New York Cannibals [Boucq et Charyn]

Après Little Tulip paru en 2014, Boucq et Charyn écrivent une suite avec New York Cannibals.

L'histoire : Vingt ans après la conclusion sanglante de Little Tulip, Azami est devenue flic. Elle a pris de l'épaisseur, et beaucoup trop de stéroïdes. Alors, quand elle trouve dans une ruelle le bébé que sa condition physique l'empêche d'avoir, elle décide de l'adopter, comme Pavel le fit pour elle jadis. Entre-temps, le vieux tatoueur a été rattrapé par son passé. Les fantômes du goulag menacent de dévorer les siens, et il lui faudra utiliser tout ce qu'il y a appris pour les affronter : la puissance mystique de son art... et cette violence sourde, qui reste la même, de la Sibérie à New York.

Mon avis : J'ai replongé immédiatement et avec bonheur dans cet univers sombre que nous proposent Charyn et Boucq. Sans être réellement une suite, je pense qu'il vaut mieux avoir lu l'album précédent pour mieux comprendre ce qui tient les personnages les uns aux autres. Pour la petite histoire, les auteurs avaient recueillis beaucoup de matière pour Little Tulip mais des contraintes de paginations les avaient empêchés de tout exploiter. Ici, ils ont 145 pages pour s'exprimer.

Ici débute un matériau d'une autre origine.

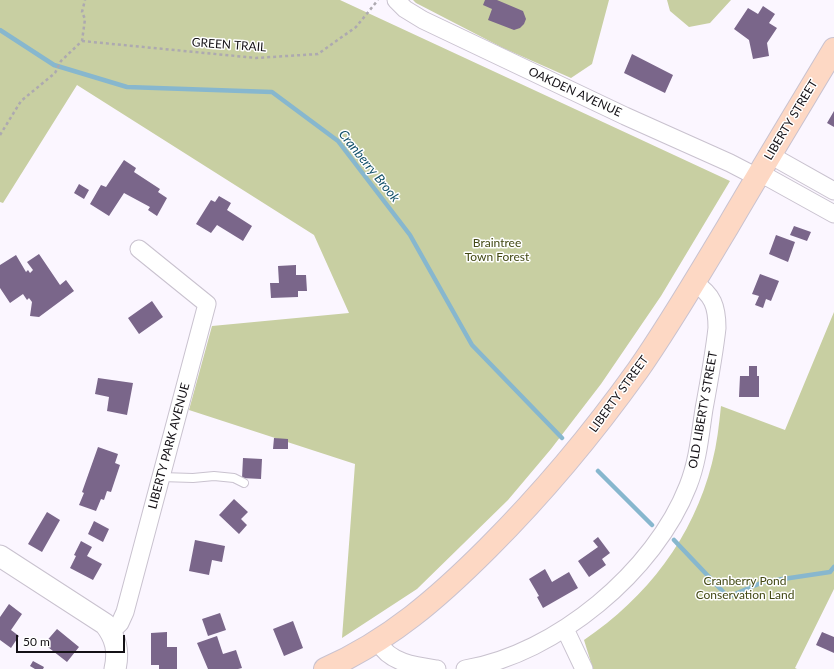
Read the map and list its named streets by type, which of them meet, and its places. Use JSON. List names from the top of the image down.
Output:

Ici, on s'éloigne un peu de la Kolyma, même si les fantômes de Sibérie hantent toujours les âmes. Nous plongeons dans un immonde trafic au cœur de l'Upper East Side. Les privilégiés se voient offrir le traitement miracle pour combler leur rêve de jeunesse éternelle. Le prix, ce n'est pas eux qui le paient, mais les errants des bas quartiers, prêts à tout pour survivre. C'est au milieu de ce sanglant trafic que Azami et Paul se retrouvent coincés. Le salut viendra peut être d'une toute jeune âme que le destin leur a confié.
On retrouve les éléments qui font recette pour un polar haletant : des méchants, des gentils capables de se défendre, un petit être innocent, des poursuites et une enquête. Les dessins de Boucq sont toujours aussi sublimes, jugez en plutôt vous même, pour décrire ce New York des bas-fonds et les dégâts causés par un capitalisme galopant toujours plus avide. Cela mène la société à une forme moderne de cannibalisme qui trouve son écho dans les anciens goulags que Pavel a connu.
C'est à nouveau brillant, fort, prenant, dérangeant. Les adjectifs manquent. Il ne vous reste qu'à vous laisser tenter !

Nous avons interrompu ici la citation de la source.